What you need to do:
Whenever "text" occurs in a line of the material, list that line.

Data extracts:
────────────────
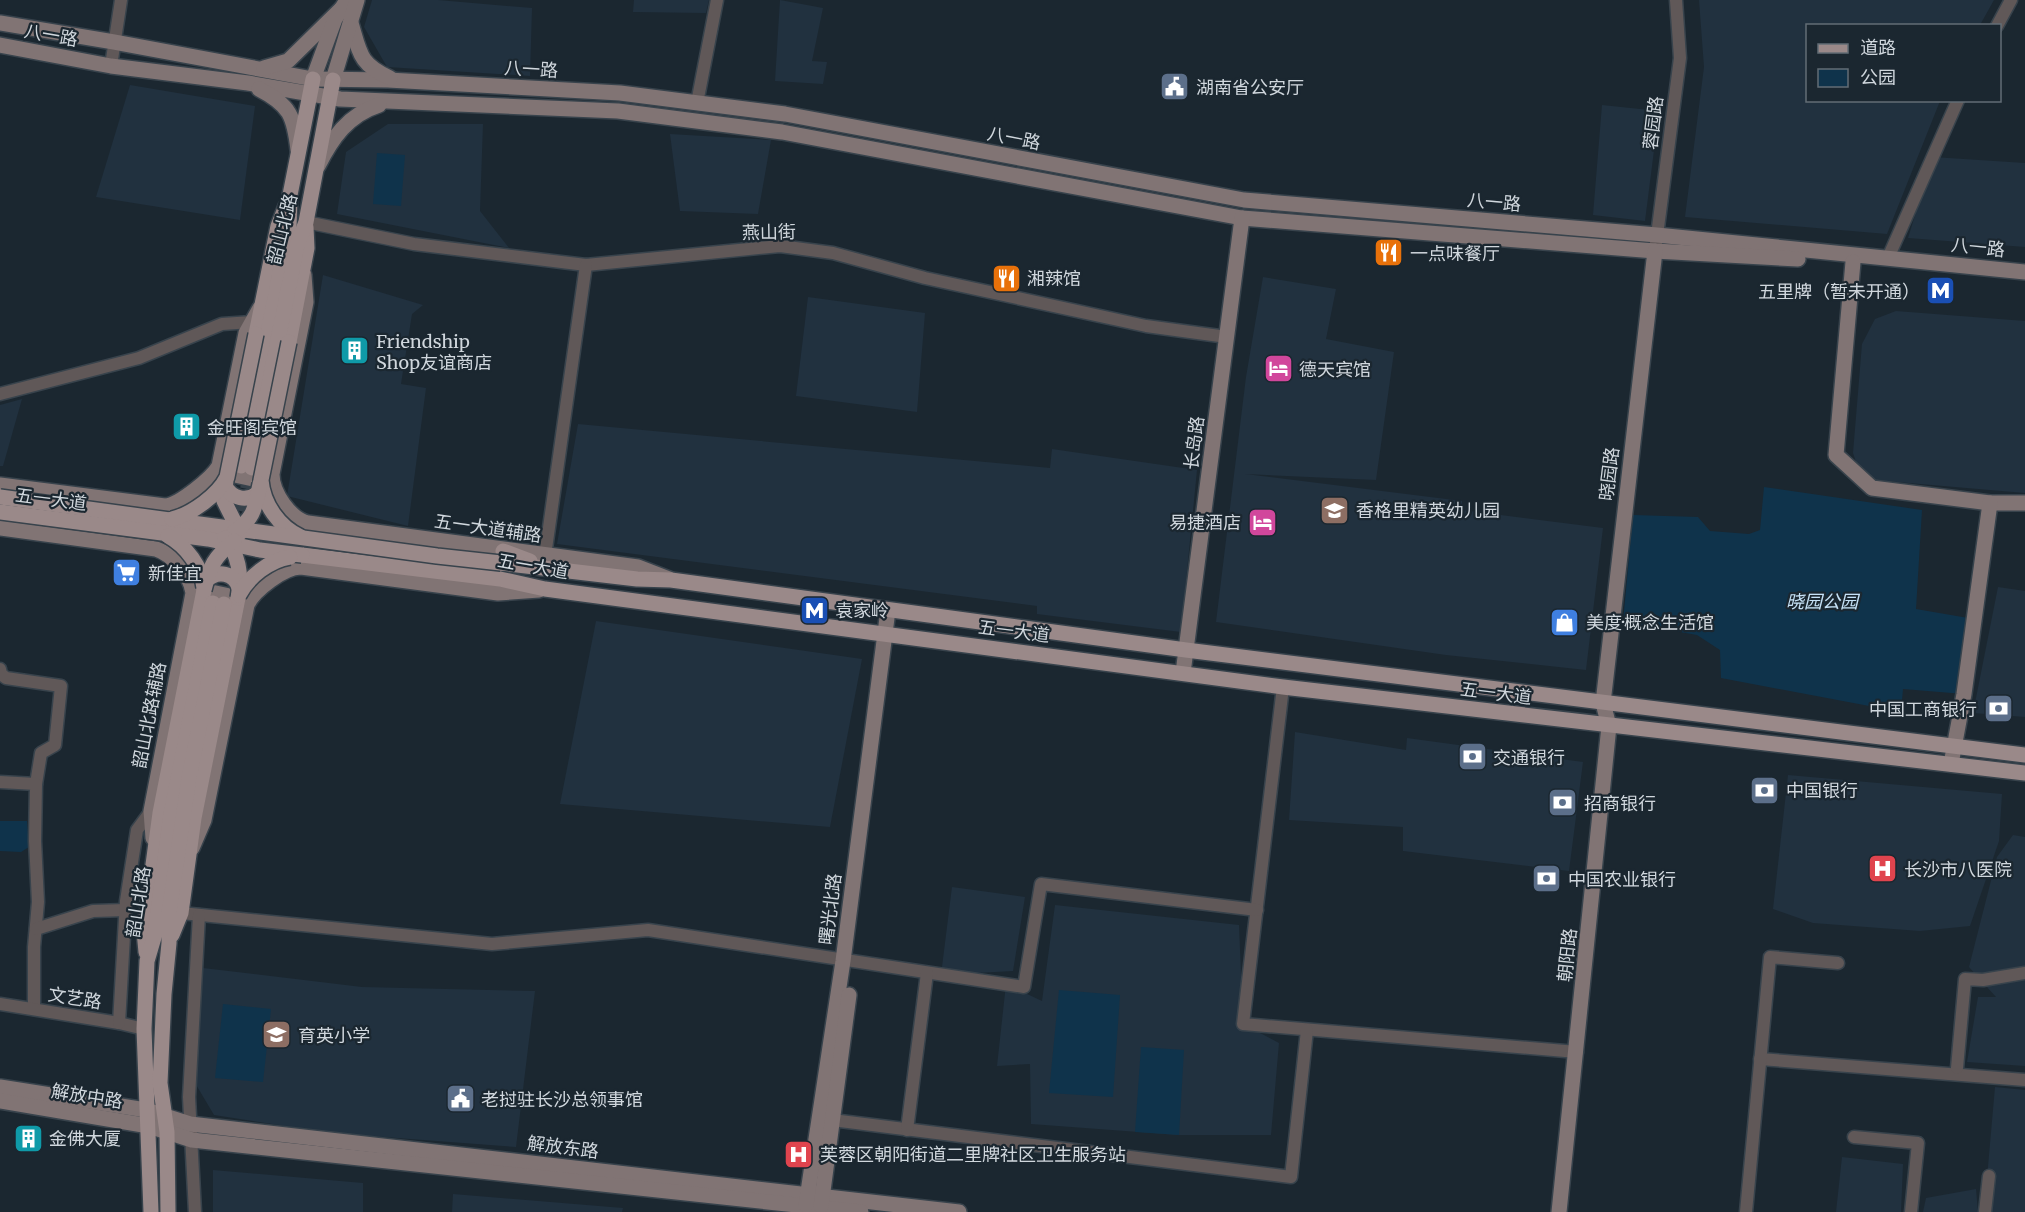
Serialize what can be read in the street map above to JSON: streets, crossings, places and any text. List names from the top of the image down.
────────────────
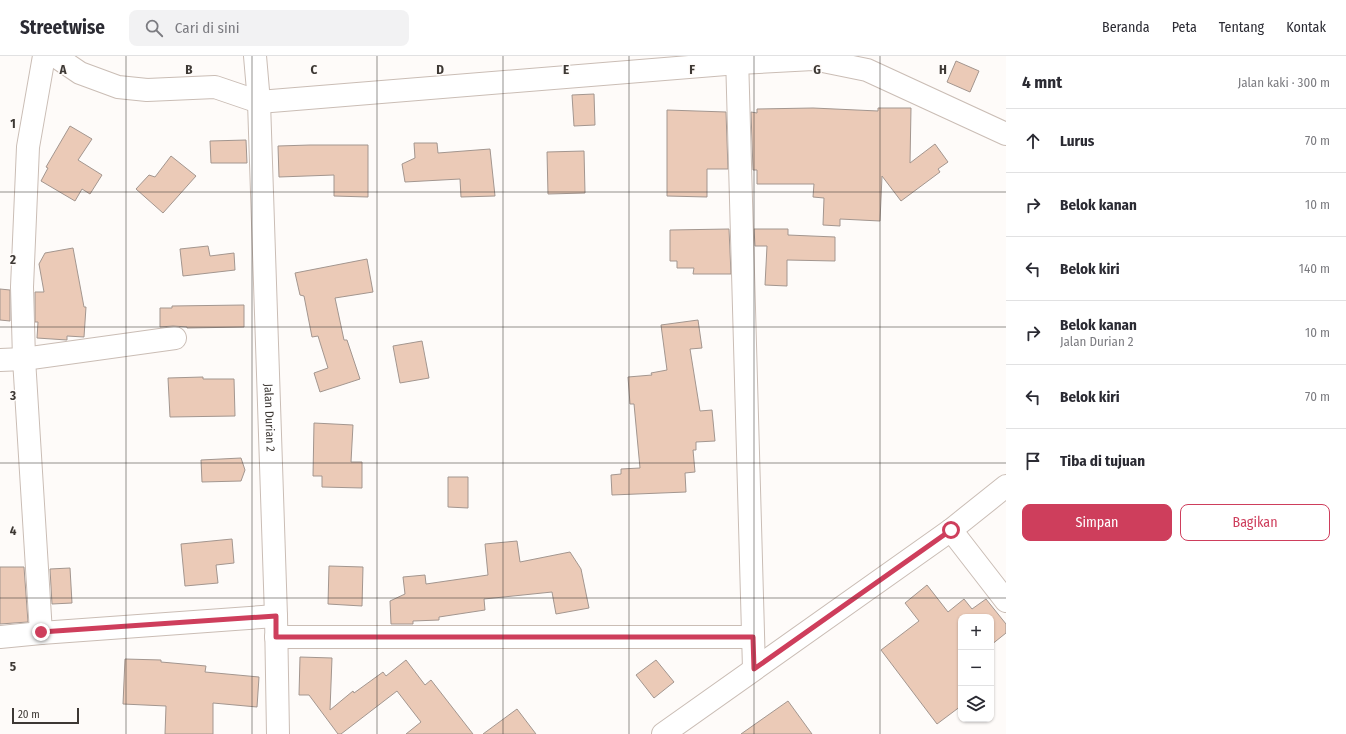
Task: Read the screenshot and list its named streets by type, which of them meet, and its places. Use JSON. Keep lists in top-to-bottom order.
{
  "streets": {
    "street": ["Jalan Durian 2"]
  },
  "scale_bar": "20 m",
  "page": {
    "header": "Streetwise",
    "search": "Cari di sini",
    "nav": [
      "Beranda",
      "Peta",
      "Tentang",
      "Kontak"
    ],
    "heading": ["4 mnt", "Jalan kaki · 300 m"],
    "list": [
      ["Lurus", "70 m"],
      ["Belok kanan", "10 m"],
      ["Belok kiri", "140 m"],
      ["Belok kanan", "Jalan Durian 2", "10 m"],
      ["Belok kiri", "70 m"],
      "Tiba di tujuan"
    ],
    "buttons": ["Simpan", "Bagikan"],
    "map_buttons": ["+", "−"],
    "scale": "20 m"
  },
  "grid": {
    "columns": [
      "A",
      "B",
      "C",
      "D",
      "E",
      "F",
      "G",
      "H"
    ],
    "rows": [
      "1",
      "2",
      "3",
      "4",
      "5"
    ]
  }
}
────────────────
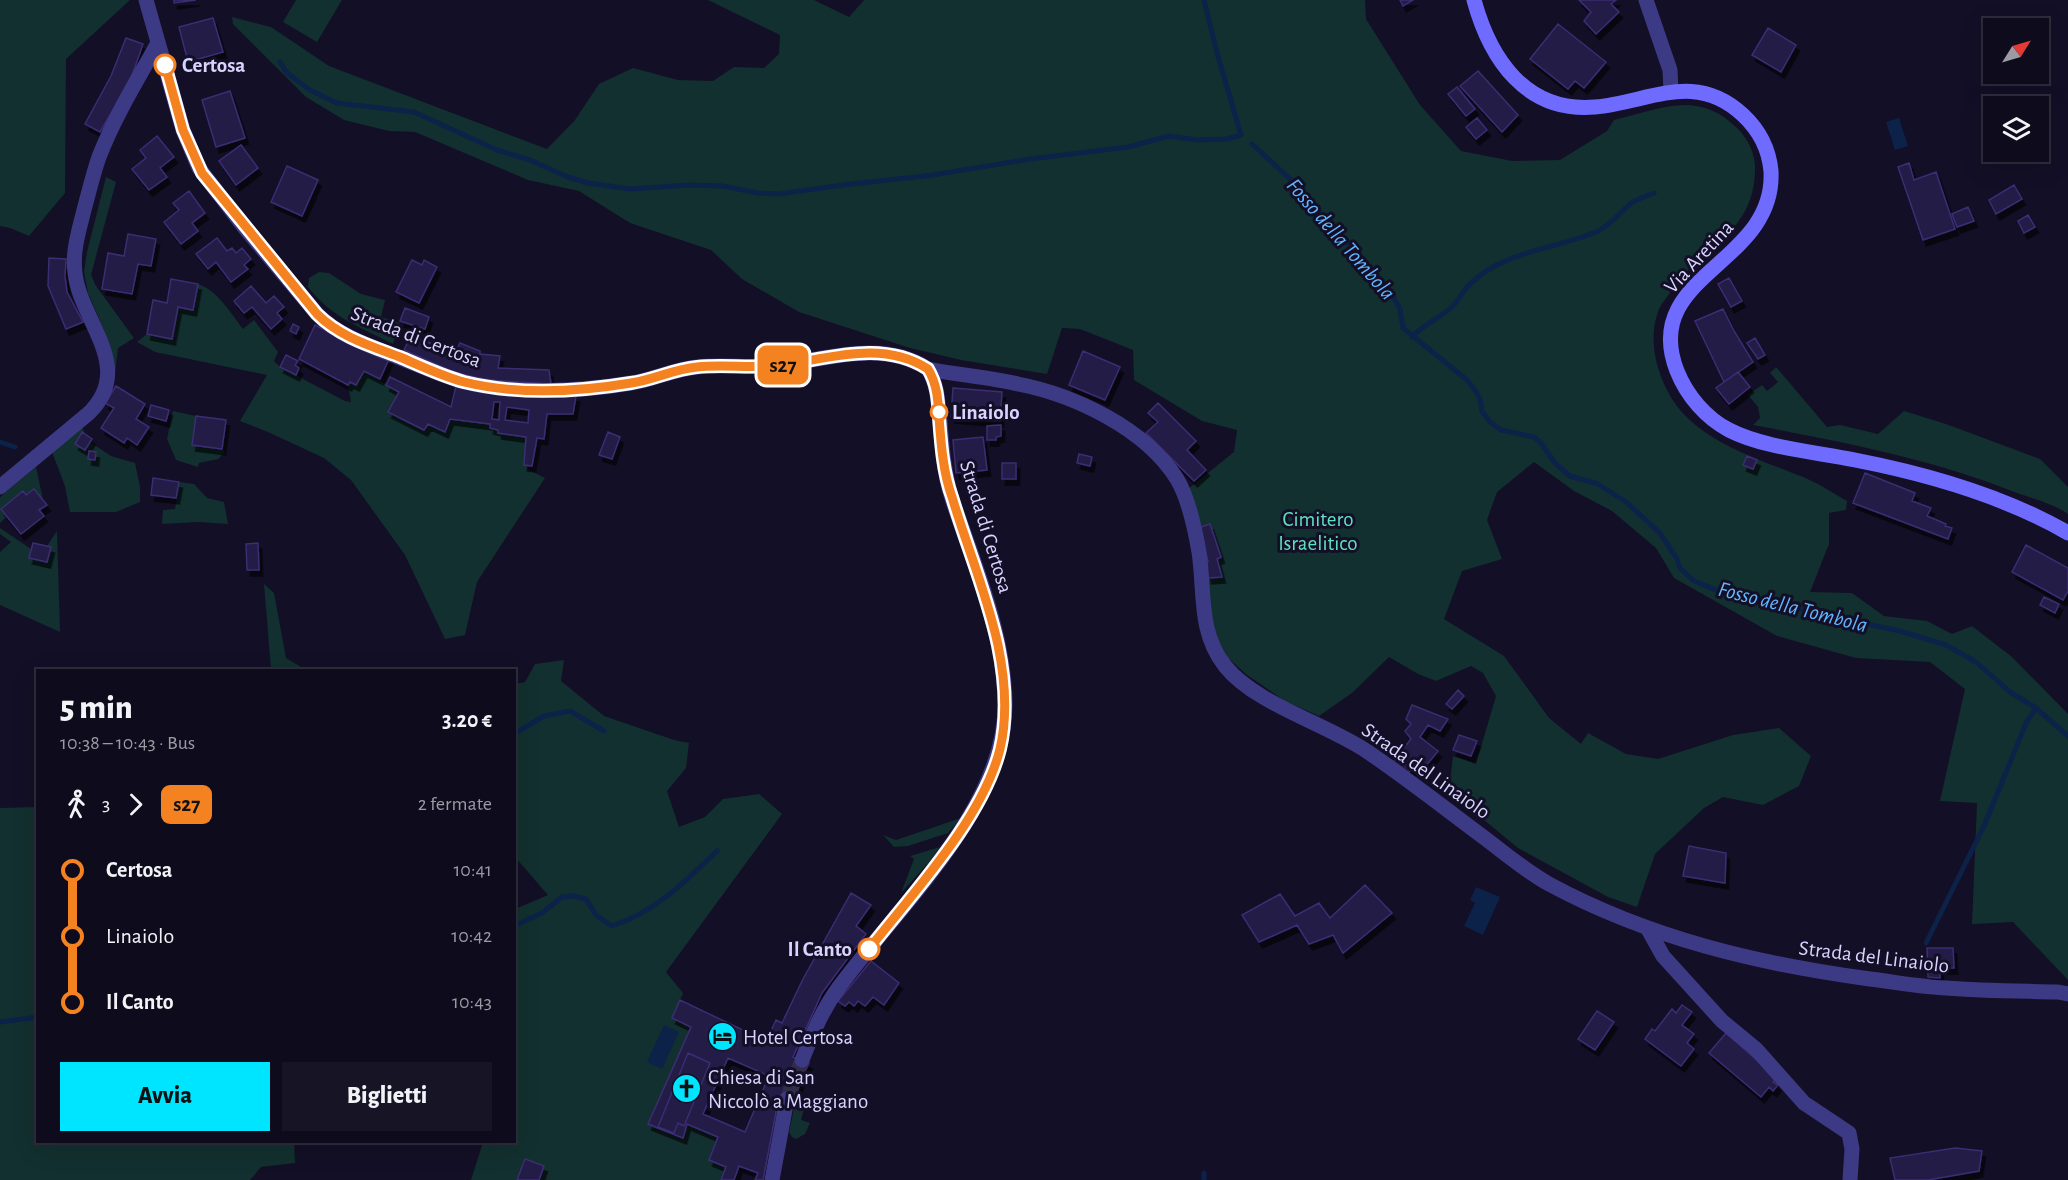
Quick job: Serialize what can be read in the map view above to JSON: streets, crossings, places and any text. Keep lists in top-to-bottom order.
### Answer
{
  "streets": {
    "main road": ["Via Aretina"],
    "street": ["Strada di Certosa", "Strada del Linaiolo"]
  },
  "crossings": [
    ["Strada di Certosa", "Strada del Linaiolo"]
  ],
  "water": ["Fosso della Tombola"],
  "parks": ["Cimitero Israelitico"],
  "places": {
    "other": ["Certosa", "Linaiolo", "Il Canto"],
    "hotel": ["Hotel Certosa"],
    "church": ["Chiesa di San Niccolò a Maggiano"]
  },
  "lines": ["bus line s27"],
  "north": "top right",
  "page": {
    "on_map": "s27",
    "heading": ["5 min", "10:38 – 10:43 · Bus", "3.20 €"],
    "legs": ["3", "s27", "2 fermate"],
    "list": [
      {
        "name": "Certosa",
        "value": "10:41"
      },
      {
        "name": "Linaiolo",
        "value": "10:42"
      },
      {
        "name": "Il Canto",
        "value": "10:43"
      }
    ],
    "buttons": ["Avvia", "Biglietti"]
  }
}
────────────────
Response to this exercise:
Serialize what can be read in the street map above to JSON: streets, crossings, places and any text. List names from the top of the image down.
Quick job: Serialize what can be read in the map view above to JSON: streets, crossings, places and any text. Keep lists in top-to-bottom order.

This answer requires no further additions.